Que le cerf brame pour prouver qu'il est le plus fort et le plus beau, pour attirer les biches, et, à l'occasion, grimper dessus pour... enfin... voilà, quoi...

Bref ! Il ne faut pas manquer très tôt d'apprendre à nos enfants que la nature, ce n'est pas tout à fait comme dans Walt Disney.

Flore se serre contre Julien, mais ne dit mot (pour une fois), et écoute, fascinée et inquiète à la fois.
Voilà une chouette activité pour lui couper la chique : Je note.
Et la preuve, si besoin en était, de l'humilité de l'homme face à la puissance de la nature.
Je constate la vertu positive de la chose sur ma fille. Dommage que le brame ne dure que deux mois.

Racontant ça un soir à des copains, nous décidons de retourner y faire un tour, entre adultes, et prendre un peu plus de risques, s'aventurer dans les bois, goûter la magie de la forêt, la nuit, avec sa poésie, ses odeurs, son silence ponctué des petits acteurs de la vie nocturne.
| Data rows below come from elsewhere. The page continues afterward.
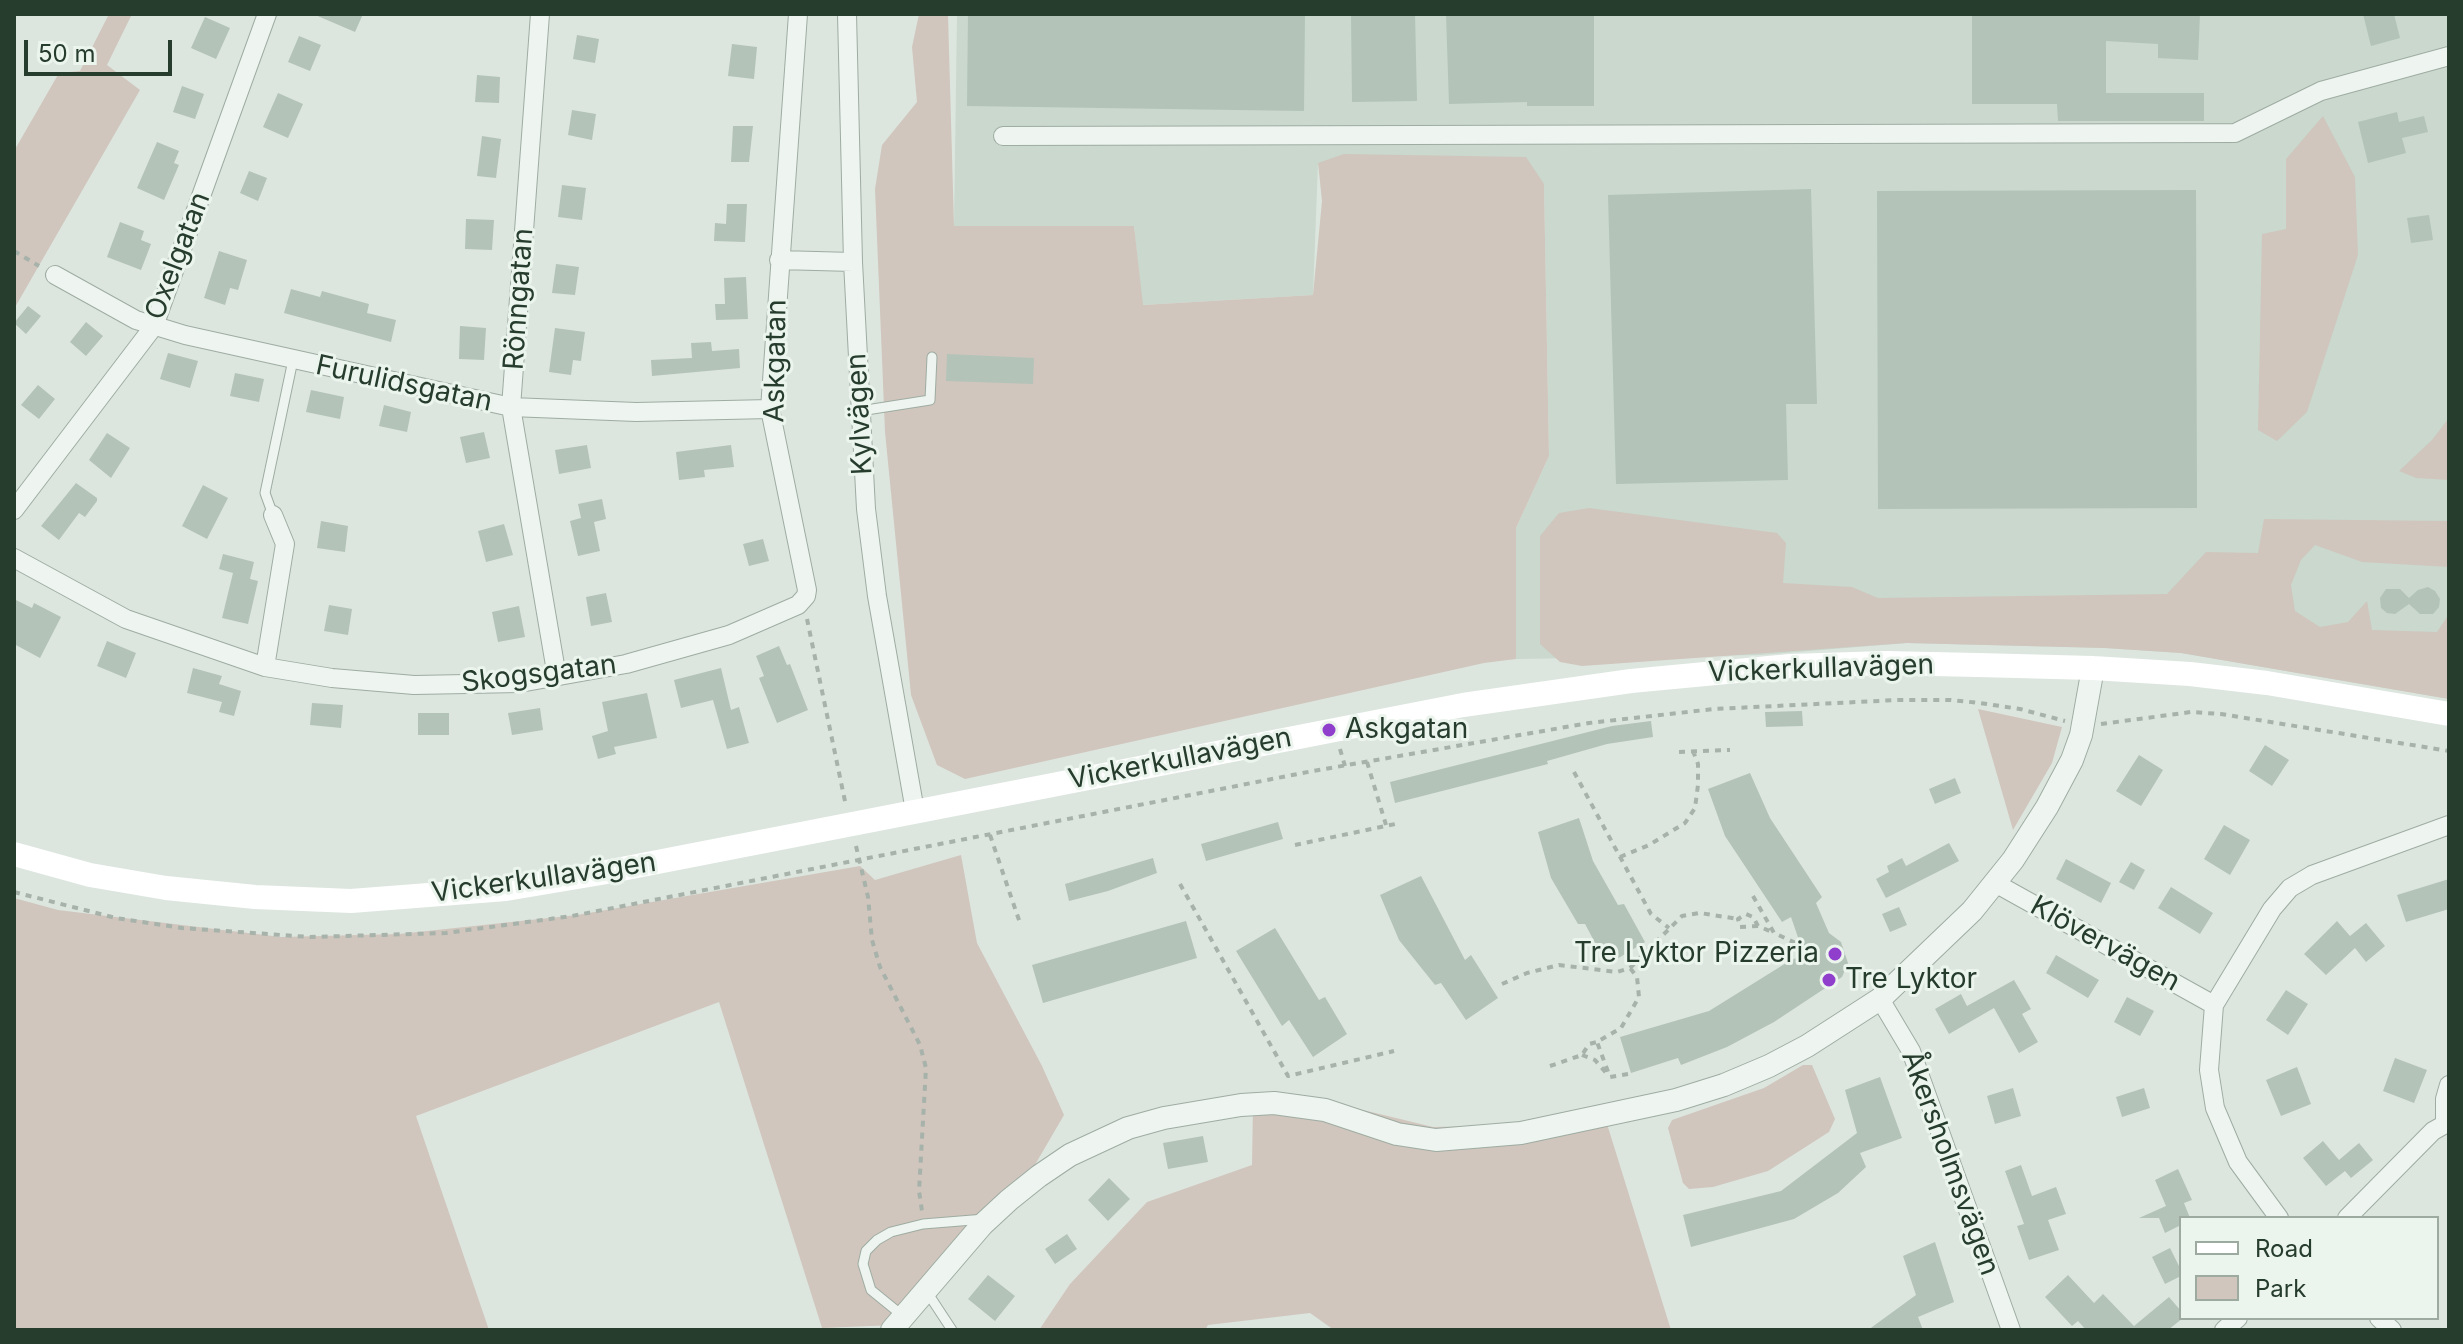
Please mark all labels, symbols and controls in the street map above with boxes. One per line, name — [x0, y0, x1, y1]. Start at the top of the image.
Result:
scale bar — [28, 24, 176, 74]
text: 50 m — [38, 39, 96, 68]
street label: Oxelgatan — [138, 188, 218, 324]
street label: Rönngatan — [497, 227, 541, 371]
street label: Askgatan — [758, 299, 794, 423]
street label: Furulidsgatan — [313, 349, 495, 419]
street label: Kylvägen — [840, 352, 880, 476]
street label: Skogsgatan — [460, 648, 618, 700]
street label: Vickerkullavägen — [1707, 648, 1935, 690]
place label: Askgatan — [1345, 713, 1468, 747]
street label: Vickerkullavägen — [1066, 721, 1294, 797]
marker: Askgatan — [1320, 721, 1338, 739]
street label: Vickerkullavägen — [430, 846, 658, 910]
street label: Klövervägen — [2024, 889, 2186, 999]
place label: Tre Lyktor Pizzeria — [1574, 937, 1819, 971]
marker: Tre Lyktor Pizzeria — [1826, 945, 1844, 963]
place label: Tre Lyktor — [1845, 963, 1977, 997]
marker: Tre Lyktor — [1820, 971, 1838, 989]
street label: Åkersholmsvägen — [1894, 1046, 2006, 1280]
legend — [2179, 1216, 2439, 1320]
text: Road — [2255, 1234, 2313, 1263]
text: Park — [2255, 1274, 2306, 1303]

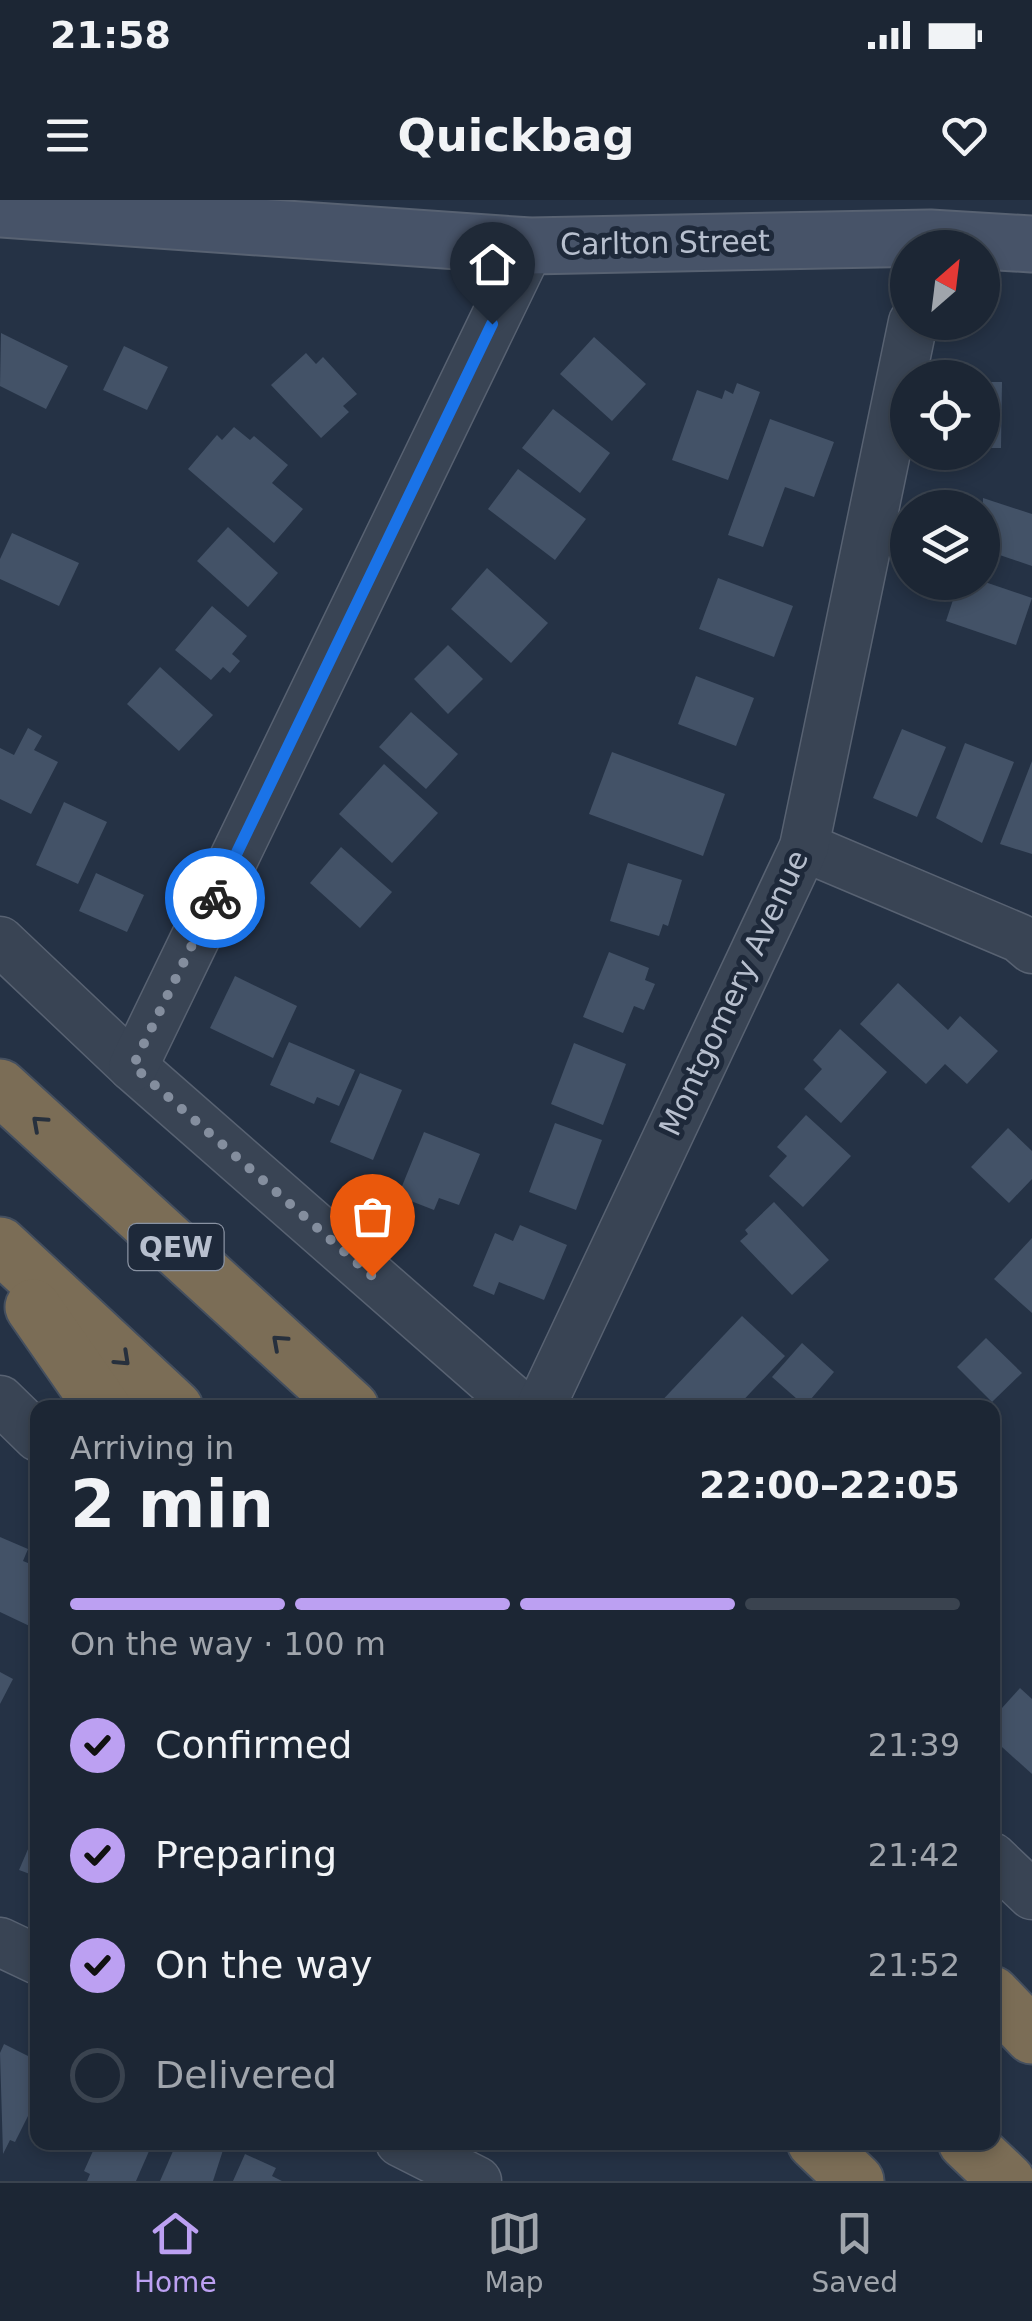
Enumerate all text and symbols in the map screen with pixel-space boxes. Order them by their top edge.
text: 21:58 [50,13,171,57]
icon: menu [40,108,95,163]
icon: heart [937,108,992,163]
text: Quickbag [397,109,635,162]
pin [450,222,535,325]
street label: Carlton Street [560,223,770,262]
north arrow [890,230,1000,340]
map controls [890,230,1000,600]
icon: home [465,237,520,292]
button: locate [890,360,1000,470]
button: layers [890,490,1000,600]
street label: Montgomery Avenue [652,844,815,1141]
courier [165,848,265,948]
icon: bike [188,871,243,926]
one-way arrow [32,1116,51,1134]
pin [330,1174,415,1277]
icon: bag [345,1189,400,1244]
road number: QEW [128,1224,224,1270]
one-way arrow [272,1336,291,1354]
one-way arrow [111,1347,129,1365]
text: Arriving in [70,1429,234,1467]
text: 22:00–22:05 [699,1463,960,1507]
text: 2 min [70,1467,274,1542]
text: On the way · 100 m [70,1625,386,1663]
icon: check [70,1718,125,1773]
text: Confirmed [155,1723,352,1767]
text: 21:39 [868,1726,960,1764]
icon: check [70,1828,125,1883]
text: Preparing [155,1833,337,1877]
text: 21:42 [868,1836,960,1874]
icon: check [70,1938,125,1993]
text: On the way [155,1943,372,1987]
text: 21:52 [868,1946,960,1984]
text: Delivered [155,2053,337,2097]
tab: Home [134,2206,217,2299]
tab: Map [485,2206,544,2299]
tab: Saved [812,2206,898,2299]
Nous voilà, une dizaine de copains à la queue-leu-leu, tels des aventuriers, sur le sentier de la découverte.
Nous pénétrons plus avant dans les sous-bois. Nous savons que les cerfs brament en terrain découvert, et nous voulons nous poster derrière la lisière, pour tenter de les observer, d'entendre un combat, de repérer la harde.
Une fantastique expérience en perspective.

Mais c'est sans compter sur notre sens de la discrétion lié à une infaillible expérience d'hommes et femmes des bois.

Déjà, on a de la chance : La nuit est bien noire. Mais alors, bien bien noire. Nous avons pris une lampe torche, mais nous sommes convenus de nous en servir seulement en cas d'extrême urgence.
Le fond de l'air est frais et humide, beaucoup d'entre nous ont mis des Kways.
Et qu'est ce que ça fait un Kway, hein ? Sur un corps en mouvement ?
Ca fait : Fffcchh ! Fffcchh ! Fffcchh ! Fffcchh ! Fffcchh !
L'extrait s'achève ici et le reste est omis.